After some time of chopping he realized, distantly, that he was enjoying himself.
He didn't dwell on it.
Time blurred after that.
Days slipped past without clear edges. Jin-Woo worked until his hands were raw and his shoulders protested, then worked some more. He hauled wood back to the house, stacking it carefully, keeping it dry and organized. He reinforced weak points in the walls where he could, layered insulation wherever it made sense. When he found he needed more of something, he returned to town, buying what remained useful while it was still available.
Everything he brought back had a place. Everything he placed had a reason.
By the time he paused long enough to take stock, the house felt different. Heavier. Anchored. Supplies lined the storage areas in a neat order. Wood was stacked high, more than enough to last through long stretches of cold.

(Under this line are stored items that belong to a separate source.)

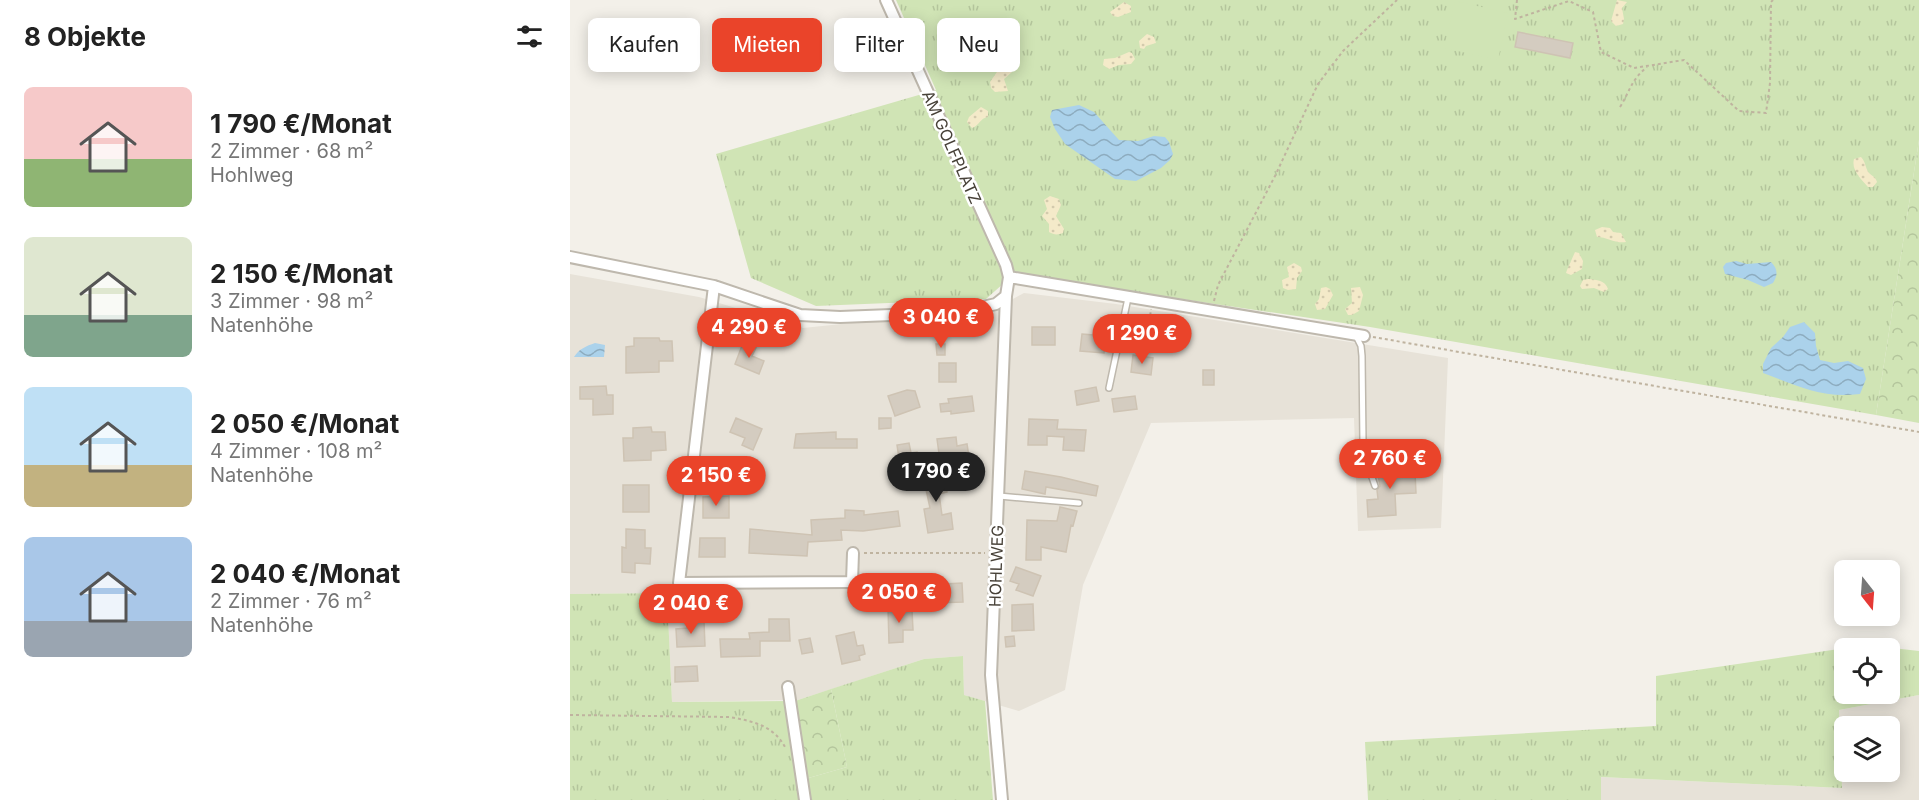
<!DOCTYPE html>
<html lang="de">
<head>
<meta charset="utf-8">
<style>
  body { margin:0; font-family:Inter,sans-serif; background:#f2f2f2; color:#222; height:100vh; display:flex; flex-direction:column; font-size:22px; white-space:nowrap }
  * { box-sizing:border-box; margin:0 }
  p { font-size:20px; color:#767676 }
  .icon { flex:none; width:33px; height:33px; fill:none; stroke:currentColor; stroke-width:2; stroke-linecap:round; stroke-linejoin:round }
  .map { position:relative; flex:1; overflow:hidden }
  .side { display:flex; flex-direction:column; background:#fff; width:570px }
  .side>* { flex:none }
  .guide { position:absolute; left:18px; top:18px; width:570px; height:54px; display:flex; gap:12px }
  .needle { width:39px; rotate:163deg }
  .controls { position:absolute; left:1264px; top:560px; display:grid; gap:12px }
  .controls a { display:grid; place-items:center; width:66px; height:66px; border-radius:9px; background:#fff; box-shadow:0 3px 15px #0003; font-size:30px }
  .price { position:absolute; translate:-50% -51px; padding:0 14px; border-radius:21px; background:#ea442a; color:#fff; font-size:20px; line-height:39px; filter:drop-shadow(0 2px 3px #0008) }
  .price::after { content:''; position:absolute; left:50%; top:36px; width:18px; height:14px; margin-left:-9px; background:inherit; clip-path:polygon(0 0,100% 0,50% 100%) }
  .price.on { background:#222; color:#fff }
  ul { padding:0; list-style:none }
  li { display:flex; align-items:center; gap:18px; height:150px; padding:0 24px }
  li span { display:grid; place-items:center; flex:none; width:168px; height:120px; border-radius:9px; color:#555 }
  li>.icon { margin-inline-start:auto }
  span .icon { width:72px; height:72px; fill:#fffc; stroke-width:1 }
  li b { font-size:26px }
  h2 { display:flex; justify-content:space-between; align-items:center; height:72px; padding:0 24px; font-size:26px }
  .chip { padding:0 21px; border-radius:9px; background:#fff; box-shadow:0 3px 15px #0003; font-size:21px; line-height:54px }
  .chip.on { background:#ea442a; color:#fff }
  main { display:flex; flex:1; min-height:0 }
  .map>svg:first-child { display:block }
  .residential { fill:#e7e2d8; fill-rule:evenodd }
  .grass { fill:url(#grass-tufts); fill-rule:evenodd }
  .forest { fill:url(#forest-crowns) }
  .sand { fill:url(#sand-dots) }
  .park { fill:#d0e4b5 }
  .water { fill:url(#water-waves) }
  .building { fill:#d4ccc0; stroke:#cec3b3; stroke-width:1.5 }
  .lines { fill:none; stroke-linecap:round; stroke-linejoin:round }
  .lane-casing { stroke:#beb8ad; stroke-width:8 }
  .street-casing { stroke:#beb8ad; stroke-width:14 }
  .path { stroke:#bfb39f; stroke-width:2; stroke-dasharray:3 3; stroke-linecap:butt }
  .lane { stroke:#fff; stroke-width:5 }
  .street { stroke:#fff; stroke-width:10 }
  .labels { text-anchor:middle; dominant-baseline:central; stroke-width:5; stroke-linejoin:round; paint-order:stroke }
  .street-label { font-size:16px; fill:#474138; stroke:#fff }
</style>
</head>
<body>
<main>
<section class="side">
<h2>8 Objekte<svg class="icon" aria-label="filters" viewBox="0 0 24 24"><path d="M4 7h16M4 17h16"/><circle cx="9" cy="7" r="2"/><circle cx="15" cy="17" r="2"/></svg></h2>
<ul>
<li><span style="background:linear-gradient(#f6c9c9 60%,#8fb573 0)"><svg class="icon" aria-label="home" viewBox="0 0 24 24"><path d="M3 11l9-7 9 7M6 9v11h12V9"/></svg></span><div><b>1 790 €/Monat</b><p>2 Zimmer · 68 m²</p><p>Hohlweg</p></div></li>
<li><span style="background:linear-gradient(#dfe7d0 65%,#7fa58c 0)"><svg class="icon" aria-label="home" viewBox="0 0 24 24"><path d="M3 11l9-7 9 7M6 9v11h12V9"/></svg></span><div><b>2 150 €/Monat</b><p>3 Zimmer · 98 m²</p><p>Natenhöhe</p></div></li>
<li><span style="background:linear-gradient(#bfe0f5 65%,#c2b280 0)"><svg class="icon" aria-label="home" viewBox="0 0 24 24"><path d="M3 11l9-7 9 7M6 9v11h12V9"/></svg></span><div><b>2 050 €/Monat</b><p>4 Zimmer · 108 m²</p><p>Natenhöhe</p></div></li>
<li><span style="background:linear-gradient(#a9c7e8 70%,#9aa5b1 0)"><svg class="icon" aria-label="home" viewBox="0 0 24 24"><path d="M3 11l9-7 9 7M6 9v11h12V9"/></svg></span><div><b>2 040 €/Monat</b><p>2 Zimmer · 76 m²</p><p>Natenhöhe</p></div></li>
</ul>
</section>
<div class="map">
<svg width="1349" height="800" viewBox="0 0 1349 800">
  <defs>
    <pattern id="grass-tufts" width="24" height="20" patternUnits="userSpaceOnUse" patternTransform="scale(1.5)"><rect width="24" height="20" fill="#d0e4b5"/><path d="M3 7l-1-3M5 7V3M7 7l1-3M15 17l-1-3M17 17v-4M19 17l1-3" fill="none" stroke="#b4c59c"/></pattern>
    <pattern id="forest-crowns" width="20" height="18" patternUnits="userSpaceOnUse" patternTransform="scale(1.5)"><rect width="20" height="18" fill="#d0e4b5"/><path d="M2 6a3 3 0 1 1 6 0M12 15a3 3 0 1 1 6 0" fill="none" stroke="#b4c59c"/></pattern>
    <pattern id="sand-dots" width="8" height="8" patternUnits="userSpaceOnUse" patternTransform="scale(1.5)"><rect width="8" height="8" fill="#f4eac9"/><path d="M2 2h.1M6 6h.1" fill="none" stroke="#d3caad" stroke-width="1.8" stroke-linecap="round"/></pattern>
    <pattern id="water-waves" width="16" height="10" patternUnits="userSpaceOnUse" patternTransform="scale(1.5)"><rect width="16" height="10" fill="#abd2eb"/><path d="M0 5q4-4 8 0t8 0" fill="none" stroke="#8dacbf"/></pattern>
  </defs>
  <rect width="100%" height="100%" fill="#f3f0e9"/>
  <path class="residential" d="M 0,274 L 129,297 L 233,328 L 426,308 L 454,293 L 546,304 L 878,358 L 871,528 L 788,531 L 784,418 L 581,423 L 513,585 L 495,690 L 449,711 L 394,695 L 393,656 L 354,659 L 228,700 L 102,702 L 97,593 L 0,594 Z
    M 1349,695 L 1349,800 L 1031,800 L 1030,777 L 1271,788 L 1269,710 ZM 1275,726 L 1320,726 L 1320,771 L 1275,771 Z"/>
  <path class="grass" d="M 326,0 L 1349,0 L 1349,140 L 1306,415 L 800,327 L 444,274 L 416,299 L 246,306 L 181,278 L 146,154 L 366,90 Z
    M 97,593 L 102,702 L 220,701 L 229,800 L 0,800 L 0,594 Z
    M 1296,645 L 1349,651 L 1349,695 L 1269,710 L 1272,788 L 1031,777 L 1031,800 L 798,800 L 795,742 L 1086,726 L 1086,676 ZM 1275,648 L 1320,648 L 1320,693 L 1275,693 Z
    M 393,656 L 394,695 L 415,701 L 423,800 L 238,800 L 235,779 L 277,767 L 261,689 L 354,659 Z"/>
  <path class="forest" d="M 1349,140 L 1349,423 L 1306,415 Z
    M 261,689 L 277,767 L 235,779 L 225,701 Z"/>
  <path class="sand" d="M 1047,0 L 1057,2 L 1052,8 L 1054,19 L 1053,24 L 1046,26 L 1041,21 Z
    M 554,2 L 561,6 L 561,12 L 548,17 L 543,16 L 540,12 Z
    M 577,34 L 584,37 L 586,43 L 576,46 L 574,49 L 570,48 L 569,41 Z
    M 436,52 L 442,58 L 438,65 L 442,72 L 434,79 L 438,91 L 425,92 L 421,88 L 420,82 L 429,69 L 428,58 L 430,54 Z
    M 559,52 L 562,53 L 565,59 L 561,64 L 549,65 L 539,69 L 533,65 L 534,59 L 545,58 Z
    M 411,107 L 418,111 L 418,117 C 410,118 409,126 402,128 L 397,122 L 399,117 Z
    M 1291,157 C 1296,162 1295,168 1299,173 C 1303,177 1305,176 1307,182 L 1303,187 L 1298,187 C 1291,179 1281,170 1284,159 Z
    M 480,196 L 489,199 L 491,205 L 486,216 L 494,229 L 493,233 C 488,235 484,235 479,232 L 479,224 L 472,216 L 477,209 L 474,200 Z
    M 1032,227 L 1040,228 L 1043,232 L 1051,233 L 1056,242 C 1046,244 1037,237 1027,237 L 1025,230 Z
    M 1005,252 L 1009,253 L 1013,261 L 1012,269 L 1001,275 L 996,273 L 997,270 Z
    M 724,263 L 731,267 L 732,271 L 727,278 L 726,289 L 718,290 L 713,288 L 712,280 L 719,277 L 717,267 Z
    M 1018,279 C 1027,280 1035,280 1038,289 L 1034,292 L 1024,288 L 1012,289 L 1010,286 L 1013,280 Z
    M 756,287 L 760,289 L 763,295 L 755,309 L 747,310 L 745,304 L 749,299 L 751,288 Z
    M 790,287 L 793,295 L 789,311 L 782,315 L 778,315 L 775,309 L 782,303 L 781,288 Z"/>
  <path class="park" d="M 885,1 L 938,13 L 928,60 L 874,48 Z"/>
  <path class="water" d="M 509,105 L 524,112 L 549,140 L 568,141 L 584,136 L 595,137 L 599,142 L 603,154 L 600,160 L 591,168 L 566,181 L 545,179 L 495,144 L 485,129 L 480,117 L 482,110 Z
    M 1166,261 L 1177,264 L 1201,262 C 1208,269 1208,275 1203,283 L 1194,287 L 1178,280 L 1155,274 L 1153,267 L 1156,263 Z
    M 1234,322 L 1245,333 L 1246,346 L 1250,360 L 1264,363 L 1278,361 L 1293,368 L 1296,379 L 1290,394 C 1253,399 1228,386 1193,373 L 1193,364 L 1201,348 L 1213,337 L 1220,327 Z
    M 25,343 L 35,345 L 34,357 L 4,357 C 9,349 16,346 25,343 Z"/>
  <path class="building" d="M 948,32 L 1003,43 L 1000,58 L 945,47 Z
    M 462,327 L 485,327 L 485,345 L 462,345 Z
    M 512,334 L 535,336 L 534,353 L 510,351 Z
    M 64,338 L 89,338 L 90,341 L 102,341 L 103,361 L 89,361 L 89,372 L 56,373 L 56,347 L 64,346 Z
    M 173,343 L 186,348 L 182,356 L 194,361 L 189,374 L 165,364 Z
    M 366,344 L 375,344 L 375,355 L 367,355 Z
    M 563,355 L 583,358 L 581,375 L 561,372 Z
    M 369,363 L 386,363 L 386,382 L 369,382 Z
    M 633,370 L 644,370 L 644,385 L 633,385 Z
    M 36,386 L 37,395 L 43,395 L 43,414 L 23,415 L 23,399 L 10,399 L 10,387 Z
    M 526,387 L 529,401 L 507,405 L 505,391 Z
    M 337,390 L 345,391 L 350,407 L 325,416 L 318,396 Z
    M 402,396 L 404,411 L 381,414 L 381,411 L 371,412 L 370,404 L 379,403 L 378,399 Z
    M 565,396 L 567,409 L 544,412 L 542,399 Z
    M 166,418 L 192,429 L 183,450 L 172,445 L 175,438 L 160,432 Z
    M 309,418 L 321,418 L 321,428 L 309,429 Z
    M 459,419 L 488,420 L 487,429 L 516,430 L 514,451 L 493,450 L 494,437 L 477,436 L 477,445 L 458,445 Z
    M 81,427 L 82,432 L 95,432 L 96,450 L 81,451 L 81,460 L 54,461 L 53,438 L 63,438 L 63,428 Z
    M 266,432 L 266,439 L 287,439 L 287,448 L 224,448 L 226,434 Z
    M 386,437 L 387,446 L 397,444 L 399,457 L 370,461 L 367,439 Z
    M 339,443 L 341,453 L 347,452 L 348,462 L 330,465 L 327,445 Z
    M 825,464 L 826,473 L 845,472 L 846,493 L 825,494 L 826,515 L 798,517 L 797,500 L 808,499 L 807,490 L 810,486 L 806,465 Z
    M 372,469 L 377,492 L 369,494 L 372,515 L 381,513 L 383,529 L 358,533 L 354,509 L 360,508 L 354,480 L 357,480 L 355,472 Z
    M 455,471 L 491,477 L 528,486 L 526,496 L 476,487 L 475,494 L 452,489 Z
    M 53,485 L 79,485 L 79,512 L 53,512 Z
    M 159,496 L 159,518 L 133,518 L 133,497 Z
    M 490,507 L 507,511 L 503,526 L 501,525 L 496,552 L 471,547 L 471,560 L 456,560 L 457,520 L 487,521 Z
    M 275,510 L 294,511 L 294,515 L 328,511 L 330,526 L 293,531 L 271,530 L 272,540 L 238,542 L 237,556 L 179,553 L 180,529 L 242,535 L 241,520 L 275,518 Z
    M 56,529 L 75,530 L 75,548 L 81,548 L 80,564 L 65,563 L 65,573 L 52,572 L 52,547 L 56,548 Z
    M 130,538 L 155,538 L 155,557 L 129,557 Z
    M 446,567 L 471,576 L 463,596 L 446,590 L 449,584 L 440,581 Z
    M 392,583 L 393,602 L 363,603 L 362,598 L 354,598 L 354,585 Z
    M 463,604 L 464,630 L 442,631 L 442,605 Z
    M 333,607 L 333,611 L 342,610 L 343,630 L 333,630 L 333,642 L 319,643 L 318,608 Z
    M 199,619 L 219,619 L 220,641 L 190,641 L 190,656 L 151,657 L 150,639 L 180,639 L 179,633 L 199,632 Z
    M 117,621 L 134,621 L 135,646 L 107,647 L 106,629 L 117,628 Z
    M 284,632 L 287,646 L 293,645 L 295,654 L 289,656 L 290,660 L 272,664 L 266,636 Z
    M 444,636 L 445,646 L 436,647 L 435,637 Z
    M 240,638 L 243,652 L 232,654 L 229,640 Z
    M 127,666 L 128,681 L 105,682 L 105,667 Z"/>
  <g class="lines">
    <defs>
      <path id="lane" d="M 786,336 L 791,346 L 792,356 L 793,443 L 794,454 L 805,486
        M 539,388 L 558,298
        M 429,496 L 509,503"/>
      <path id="street" d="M 316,0 L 436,265 L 439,277 L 436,296 L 421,675 L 432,800
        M 0,257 L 144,286 L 230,315 L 270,317 L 373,313 L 408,308 L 426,304 L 436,296
        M 439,277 L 794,336
        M 144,286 L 109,583 L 282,582 L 283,553
        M 218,687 L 235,800"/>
    </defs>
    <use href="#lane" class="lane-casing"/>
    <use href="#street" class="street-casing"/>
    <path class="path" d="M 947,0 L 945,19 L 999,1 L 1023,12 L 1031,52 L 1064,68 L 1114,60 L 1169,111 L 1196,113 L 1200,83 L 1201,2 L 1203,0
      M 1050,107 C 1060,91 1061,80 1077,67
      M 644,301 L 648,285 L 705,176 L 748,84 L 773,51 L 827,0
      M 803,337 L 1349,432
      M 575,357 L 581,309
      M 294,553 L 415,553
      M 0,715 L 159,717 C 183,721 205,726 216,749"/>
    <use href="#lane" class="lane"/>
    <use href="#street" class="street"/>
  </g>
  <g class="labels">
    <g class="street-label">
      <text transform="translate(382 147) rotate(66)">AM GOLFPLATZ</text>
      <text transform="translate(426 566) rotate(-88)">HOHLWEG</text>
    </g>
  </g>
</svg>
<div class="controls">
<a><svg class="needle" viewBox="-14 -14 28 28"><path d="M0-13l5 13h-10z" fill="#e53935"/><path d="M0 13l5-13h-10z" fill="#767676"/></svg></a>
<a><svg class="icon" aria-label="locate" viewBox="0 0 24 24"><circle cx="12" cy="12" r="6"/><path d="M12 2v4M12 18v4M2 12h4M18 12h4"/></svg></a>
<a><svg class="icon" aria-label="layers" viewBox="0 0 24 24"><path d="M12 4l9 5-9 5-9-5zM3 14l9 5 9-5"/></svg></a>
</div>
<b class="price" style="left:371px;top:349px">3 040 €</b>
<b class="price" style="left:179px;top:359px">4 290 €</b>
<b class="price" style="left:572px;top:365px">1 290 €</b>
<b class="price" style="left:820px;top:490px">2 760 €</b>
<b class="price on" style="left:366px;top:503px">1 790 €</b>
<b class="price" style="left:146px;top:507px">2 150 €</b>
<b class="price" style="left:329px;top:624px">2 050 €</b>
<b class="price" style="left:121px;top:635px">2 040 €</b>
<div class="guide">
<a class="chip">Kaufen</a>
<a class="chip on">Mieten</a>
<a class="chip">Filter</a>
<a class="chip">Neu</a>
</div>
</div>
</main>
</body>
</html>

Then before he knew it the final evening arrived quietly.
Jin-Woo climbed onto the roof just before sunset and sat there, hands resting loosely at his sides. The sky was painted in soft colors, orange fading into purple, the last light stretching low across the town.
Below, life continued.
Couples walked along the street, shoulders brushing. Someone laughed. A dog barked in the distance. Windows glowed warm with light.
No one looked up.
Jin-Woo watched without emotion. Not detached. Just… resigned.
As the sun dipped below the horizon, the world shuddered.
It wasn't violent, but it was unmistakable. A deep tremor rolled through the ground, subtle enough that most people might dismiss it as nothing. The air shifted, pressure dropping, the atmosphere itself seeming to recoil.
Jin-Woo felt the cold rise and before he could react, a familiar interface materialized before him, clean and emotionless, hovering in the darkening air.